Data shown below:

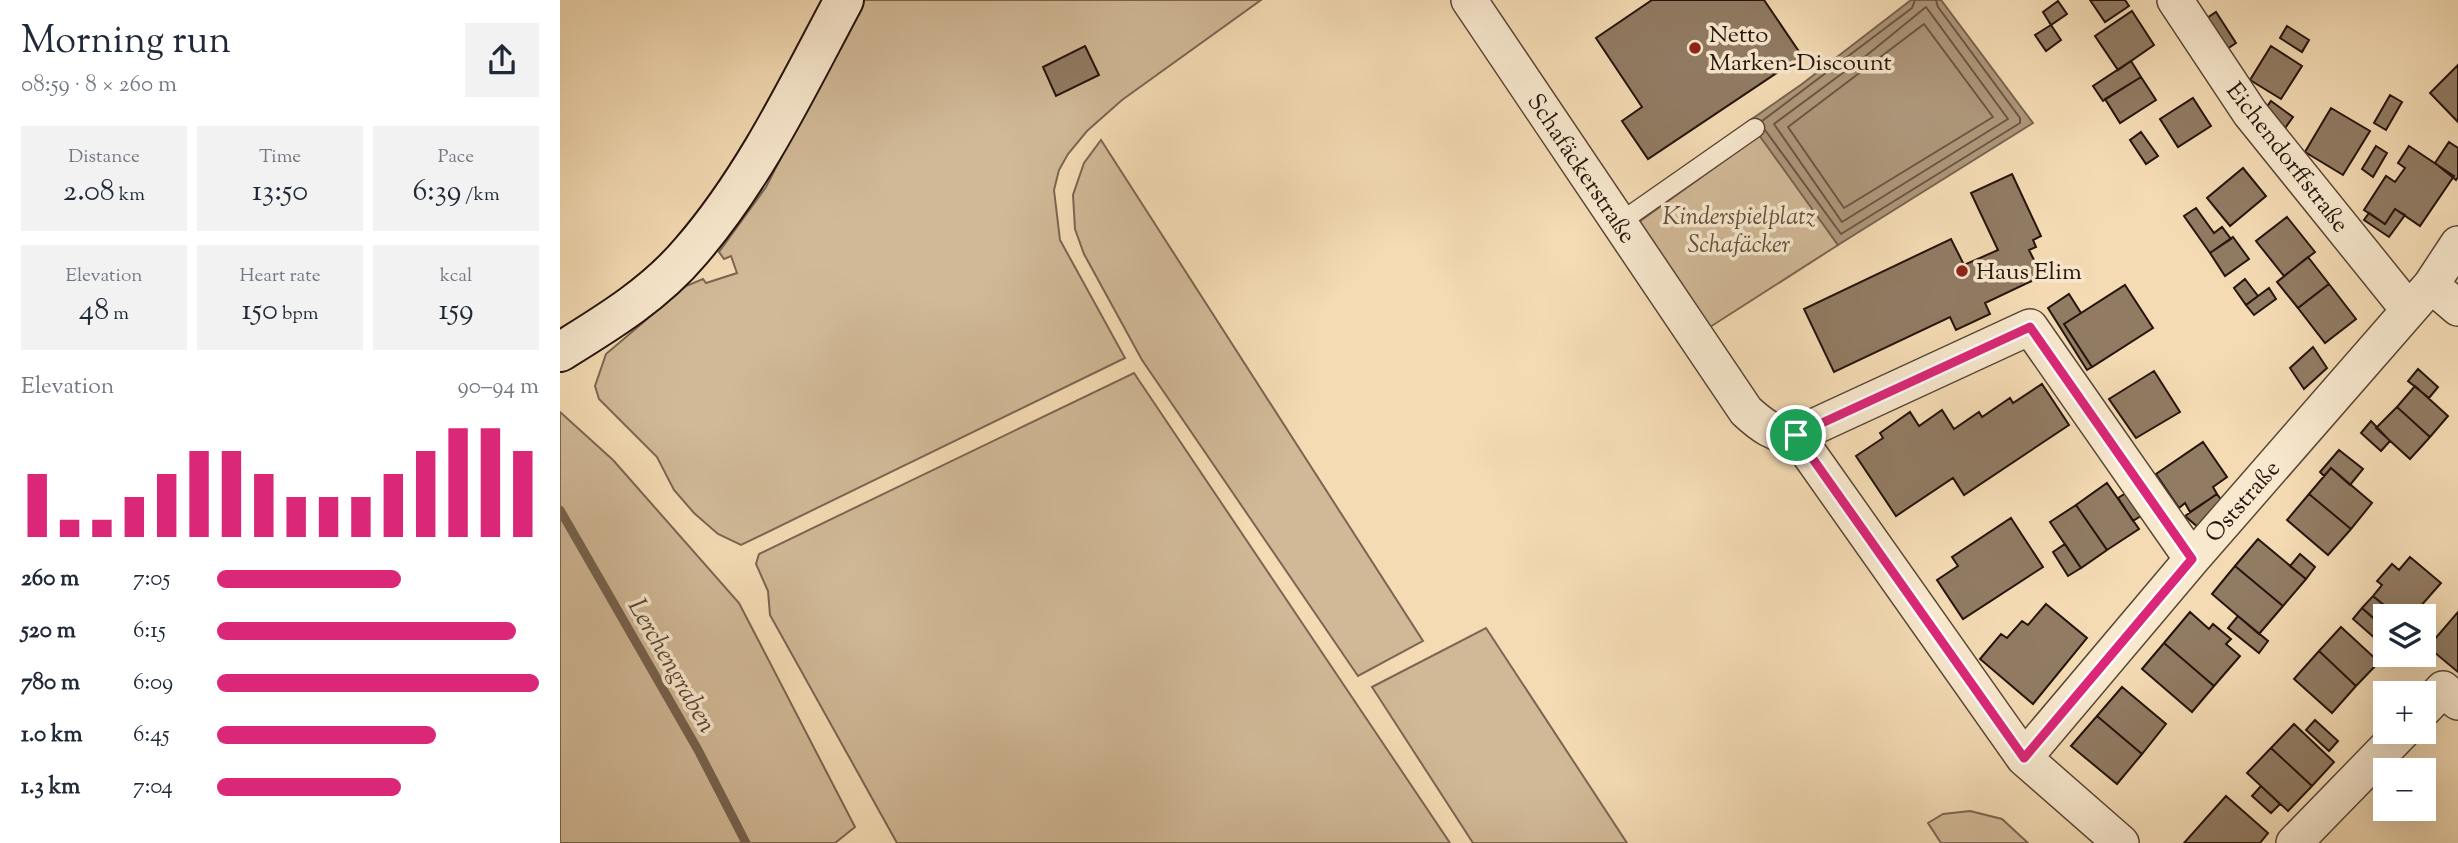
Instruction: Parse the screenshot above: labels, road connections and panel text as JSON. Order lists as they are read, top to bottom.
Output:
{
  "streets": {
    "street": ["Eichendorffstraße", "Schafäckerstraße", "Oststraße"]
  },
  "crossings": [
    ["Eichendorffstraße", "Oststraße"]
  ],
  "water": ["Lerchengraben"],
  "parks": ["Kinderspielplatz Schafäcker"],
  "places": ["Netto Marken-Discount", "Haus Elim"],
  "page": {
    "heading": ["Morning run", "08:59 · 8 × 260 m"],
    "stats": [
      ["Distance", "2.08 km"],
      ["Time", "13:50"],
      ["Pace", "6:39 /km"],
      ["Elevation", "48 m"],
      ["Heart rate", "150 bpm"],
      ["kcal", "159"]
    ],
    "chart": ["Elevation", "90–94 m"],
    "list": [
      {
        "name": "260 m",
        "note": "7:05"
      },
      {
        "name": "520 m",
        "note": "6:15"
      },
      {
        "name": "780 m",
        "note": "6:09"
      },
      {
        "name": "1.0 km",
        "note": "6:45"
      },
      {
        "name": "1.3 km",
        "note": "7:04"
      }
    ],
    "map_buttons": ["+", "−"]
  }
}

End of Data shown.

> _Description of the task_: If a record holds a picture, skip the picture and write out everything else exactly.

> _Answer space_:
Instruction: Parse the screenshot above: labels, road connections and panel text as JSON. Order lists as they are read, top to bottom.
Output:
{
  "streets": {
    "street": ["Eichendorffstraße", "Schafäckerstraße", "Oststraße"]
  },
  "crossings": [
    ["Eichendorffstraße", "Oststraße"]
  ],
  "water": ["Lerchengraben"],
  "parks": ["Kinderspielplatz Schafäcker"],
  "places": ["Netto Marken-Discount", "Haus Elim"],
  "page": {
    "heading": ["Morning run", "08:59 · 8 × 260 m"],
    "stats": [
      ["Distance", "2.08 km"],
      ["Time", "13:50"],
      ["Pace", "6:39 /km"],
      ["Elevation", "48 m"],
      ["Heart rate", "150 bpm"],
      ["kcal", "159"]
    ],
    "chart": ["Elevation", "90–94 m"],
    "list": [
      {
        "name": "260 m",
        "note": "7:05"
      },
      {
        "name": "520 m",
        "note": "6:15"
      },
      {
        "name": "780 m",
        "note": "6:09"
      },
      {
        "name": "1.0 km",
        "note": "6:45"
      },
      {
        "name": "1.3 km",
        "note": "7:04"
      }
    ],
    "map_buttons": ["+", "−"]
  }
}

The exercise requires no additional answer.